[Data entries]
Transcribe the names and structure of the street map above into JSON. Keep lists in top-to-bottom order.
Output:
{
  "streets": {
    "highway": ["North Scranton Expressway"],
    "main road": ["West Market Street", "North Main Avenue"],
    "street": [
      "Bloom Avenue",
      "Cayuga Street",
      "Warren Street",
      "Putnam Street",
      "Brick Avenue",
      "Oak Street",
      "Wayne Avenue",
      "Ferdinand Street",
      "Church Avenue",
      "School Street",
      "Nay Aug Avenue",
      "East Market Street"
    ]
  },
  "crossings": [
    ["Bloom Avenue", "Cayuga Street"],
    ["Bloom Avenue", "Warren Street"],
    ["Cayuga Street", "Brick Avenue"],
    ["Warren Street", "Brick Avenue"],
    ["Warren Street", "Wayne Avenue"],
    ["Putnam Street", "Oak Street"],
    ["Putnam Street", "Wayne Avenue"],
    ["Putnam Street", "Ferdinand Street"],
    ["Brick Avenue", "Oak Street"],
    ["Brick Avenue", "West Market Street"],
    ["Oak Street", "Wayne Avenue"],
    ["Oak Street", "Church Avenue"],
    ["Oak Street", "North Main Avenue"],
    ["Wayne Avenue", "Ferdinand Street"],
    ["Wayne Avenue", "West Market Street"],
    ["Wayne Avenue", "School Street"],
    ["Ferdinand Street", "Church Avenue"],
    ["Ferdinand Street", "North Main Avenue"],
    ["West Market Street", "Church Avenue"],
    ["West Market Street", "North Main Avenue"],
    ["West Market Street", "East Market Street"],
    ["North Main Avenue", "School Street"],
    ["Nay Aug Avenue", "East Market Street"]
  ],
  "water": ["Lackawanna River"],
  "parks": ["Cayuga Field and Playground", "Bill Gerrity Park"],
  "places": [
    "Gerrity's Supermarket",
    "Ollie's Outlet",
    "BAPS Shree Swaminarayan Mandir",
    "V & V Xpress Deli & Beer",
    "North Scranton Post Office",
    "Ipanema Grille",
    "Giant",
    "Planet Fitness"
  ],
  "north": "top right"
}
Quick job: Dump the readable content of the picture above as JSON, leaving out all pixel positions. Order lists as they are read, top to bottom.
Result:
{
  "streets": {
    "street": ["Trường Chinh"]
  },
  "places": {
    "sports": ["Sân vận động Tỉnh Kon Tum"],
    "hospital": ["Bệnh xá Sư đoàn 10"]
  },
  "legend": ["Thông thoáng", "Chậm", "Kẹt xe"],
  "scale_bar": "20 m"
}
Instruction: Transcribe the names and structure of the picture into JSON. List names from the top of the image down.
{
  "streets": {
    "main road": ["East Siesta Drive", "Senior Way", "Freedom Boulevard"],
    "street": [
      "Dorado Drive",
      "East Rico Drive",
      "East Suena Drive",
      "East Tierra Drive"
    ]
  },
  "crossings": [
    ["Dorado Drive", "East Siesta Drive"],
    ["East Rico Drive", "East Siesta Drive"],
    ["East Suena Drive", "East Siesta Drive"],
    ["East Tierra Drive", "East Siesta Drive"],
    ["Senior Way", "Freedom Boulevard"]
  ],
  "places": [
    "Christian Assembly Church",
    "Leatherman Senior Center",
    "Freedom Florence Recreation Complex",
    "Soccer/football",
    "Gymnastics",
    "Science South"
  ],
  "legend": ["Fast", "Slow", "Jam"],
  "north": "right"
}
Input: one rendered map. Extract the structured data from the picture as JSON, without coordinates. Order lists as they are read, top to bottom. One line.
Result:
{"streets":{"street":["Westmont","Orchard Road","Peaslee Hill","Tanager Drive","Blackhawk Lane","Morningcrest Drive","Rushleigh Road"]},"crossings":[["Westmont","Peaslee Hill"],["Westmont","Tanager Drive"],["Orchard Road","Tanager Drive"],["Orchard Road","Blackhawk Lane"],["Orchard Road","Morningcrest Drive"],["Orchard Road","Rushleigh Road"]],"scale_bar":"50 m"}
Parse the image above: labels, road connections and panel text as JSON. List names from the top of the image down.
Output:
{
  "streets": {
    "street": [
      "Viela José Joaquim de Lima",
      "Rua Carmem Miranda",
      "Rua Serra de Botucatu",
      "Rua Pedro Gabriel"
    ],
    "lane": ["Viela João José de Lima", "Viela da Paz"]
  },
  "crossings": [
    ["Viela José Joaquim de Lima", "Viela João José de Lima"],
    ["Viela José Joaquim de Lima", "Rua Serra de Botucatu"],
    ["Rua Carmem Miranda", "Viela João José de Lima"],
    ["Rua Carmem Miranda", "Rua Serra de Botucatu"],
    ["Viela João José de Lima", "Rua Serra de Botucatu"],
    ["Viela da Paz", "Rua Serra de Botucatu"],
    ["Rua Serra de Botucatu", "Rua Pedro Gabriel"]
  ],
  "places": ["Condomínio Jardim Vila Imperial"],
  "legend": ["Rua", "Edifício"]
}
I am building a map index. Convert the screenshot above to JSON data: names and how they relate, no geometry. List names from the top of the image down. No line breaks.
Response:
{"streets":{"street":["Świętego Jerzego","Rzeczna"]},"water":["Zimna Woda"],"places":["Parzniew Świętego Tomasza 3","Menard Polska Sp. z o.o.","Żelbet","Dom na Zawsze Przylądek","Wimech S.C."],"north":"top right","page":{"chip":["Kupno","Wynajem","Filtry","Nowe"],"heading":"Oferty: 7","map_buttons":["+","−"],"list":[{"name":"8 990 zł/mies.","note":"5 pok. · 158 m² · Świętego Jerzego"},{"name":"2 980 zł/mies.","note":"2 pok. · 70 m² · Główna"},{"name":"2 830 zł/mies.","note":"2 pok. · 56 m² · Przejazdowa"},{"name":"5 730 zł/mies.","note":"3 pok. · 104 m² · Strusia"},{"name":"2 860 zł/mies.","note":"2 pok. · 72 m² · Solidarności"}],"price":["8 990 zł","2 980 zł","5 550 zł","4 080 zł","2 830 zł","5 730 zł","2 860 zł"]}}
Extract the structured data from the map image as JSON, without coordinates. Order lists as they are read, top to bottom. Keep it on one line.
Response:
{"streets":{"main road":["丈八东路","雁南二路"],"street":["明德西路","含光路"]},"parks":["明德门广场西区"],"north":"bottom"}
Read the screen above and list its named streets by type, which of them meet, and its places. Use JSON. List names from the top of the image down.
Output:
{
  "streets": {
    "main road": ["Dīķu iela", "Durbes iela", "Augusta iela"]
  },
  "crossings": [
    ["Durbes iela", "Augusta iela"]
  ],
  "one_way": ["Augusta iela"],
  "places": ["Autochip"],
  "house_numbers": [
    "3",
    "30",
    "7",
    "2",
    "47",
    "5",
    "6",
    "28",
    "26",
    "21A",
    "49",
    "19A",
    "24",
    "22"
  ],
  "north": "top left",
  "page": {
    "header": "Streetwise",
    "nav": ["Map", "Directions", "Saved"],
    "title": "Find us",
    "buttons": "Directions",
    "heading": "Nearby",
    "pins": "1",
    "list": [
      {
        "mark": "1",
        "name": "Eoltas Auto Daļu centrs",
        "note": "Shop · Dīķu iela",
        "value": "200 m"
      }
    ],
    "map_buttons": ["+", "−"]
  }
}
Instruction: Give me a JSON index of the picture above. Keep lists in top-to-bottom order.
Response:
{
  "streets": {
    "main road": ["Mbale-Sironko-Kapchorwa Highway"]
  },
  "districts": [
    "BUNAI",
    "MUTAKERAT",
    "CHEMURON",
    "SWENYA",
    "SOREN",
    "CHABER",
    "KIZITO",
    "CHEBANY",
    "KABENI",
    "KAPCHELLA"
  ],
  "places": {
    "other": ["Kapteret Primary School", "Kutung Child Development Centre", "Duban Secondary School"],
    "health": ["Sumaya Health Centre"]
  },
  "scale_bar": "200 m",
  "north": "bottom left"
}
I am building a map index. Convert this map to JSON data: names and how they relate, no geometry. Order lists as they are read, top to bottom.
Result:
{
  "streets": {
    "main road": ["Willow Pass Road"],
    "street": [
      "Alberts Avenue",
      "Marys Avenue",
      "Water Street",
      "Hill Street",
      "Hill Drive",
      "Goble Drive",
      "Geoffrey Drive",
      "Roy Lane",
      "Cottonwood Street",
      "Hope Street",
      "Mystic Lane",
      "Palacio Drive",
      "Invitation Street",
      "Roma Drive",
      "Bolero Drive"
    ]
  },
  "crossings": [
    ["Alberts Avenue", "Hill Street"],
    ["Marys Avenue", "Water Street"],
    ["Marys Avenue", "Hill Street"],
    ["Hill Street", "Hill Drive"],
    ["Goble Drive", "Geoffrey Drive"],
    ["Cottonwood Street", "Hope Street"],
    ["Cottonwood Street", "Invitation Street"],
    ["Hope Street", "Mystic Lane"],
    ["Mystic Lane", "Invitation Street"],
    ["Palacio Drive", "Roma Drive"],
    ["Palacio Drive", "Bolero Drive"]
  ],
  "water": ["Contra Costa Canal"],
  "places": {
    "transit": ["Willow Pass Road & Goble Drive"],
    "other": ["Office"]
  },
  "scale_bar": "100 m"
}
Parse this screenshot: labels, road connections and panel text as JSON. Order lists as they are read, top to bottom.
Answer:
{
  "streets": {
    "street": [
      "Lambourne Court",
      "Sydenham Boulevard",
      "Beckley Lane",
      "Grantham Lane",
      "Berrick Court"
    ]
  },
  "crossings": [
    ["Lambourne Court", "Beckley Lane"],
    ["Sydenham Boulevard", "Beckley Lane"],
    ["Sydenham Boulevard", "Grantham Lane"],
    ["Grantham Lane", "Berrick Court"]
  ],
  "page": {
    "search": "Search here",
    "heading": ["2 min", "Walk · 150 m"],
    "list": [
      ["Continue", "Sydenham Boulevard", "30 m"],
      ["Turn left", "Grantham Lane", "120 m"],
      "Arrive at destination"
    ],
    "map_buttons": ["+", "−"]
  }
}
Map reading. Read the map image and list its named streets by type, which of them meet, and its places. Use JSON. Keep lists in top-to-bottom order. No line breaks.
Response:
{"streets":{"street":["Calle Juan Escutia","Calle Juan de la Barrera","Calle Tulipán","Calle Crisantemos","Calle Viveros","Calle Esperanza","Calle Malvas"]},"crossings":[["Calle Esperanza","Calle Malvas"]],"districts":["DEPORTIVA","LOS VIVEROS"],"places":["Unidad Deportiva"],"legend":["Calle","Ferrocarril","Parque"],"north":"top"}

THE TASK:
Find each line in the records that contains the string "screenshot", then say how many there are and nothing else.

OUTPUT BELOW:
2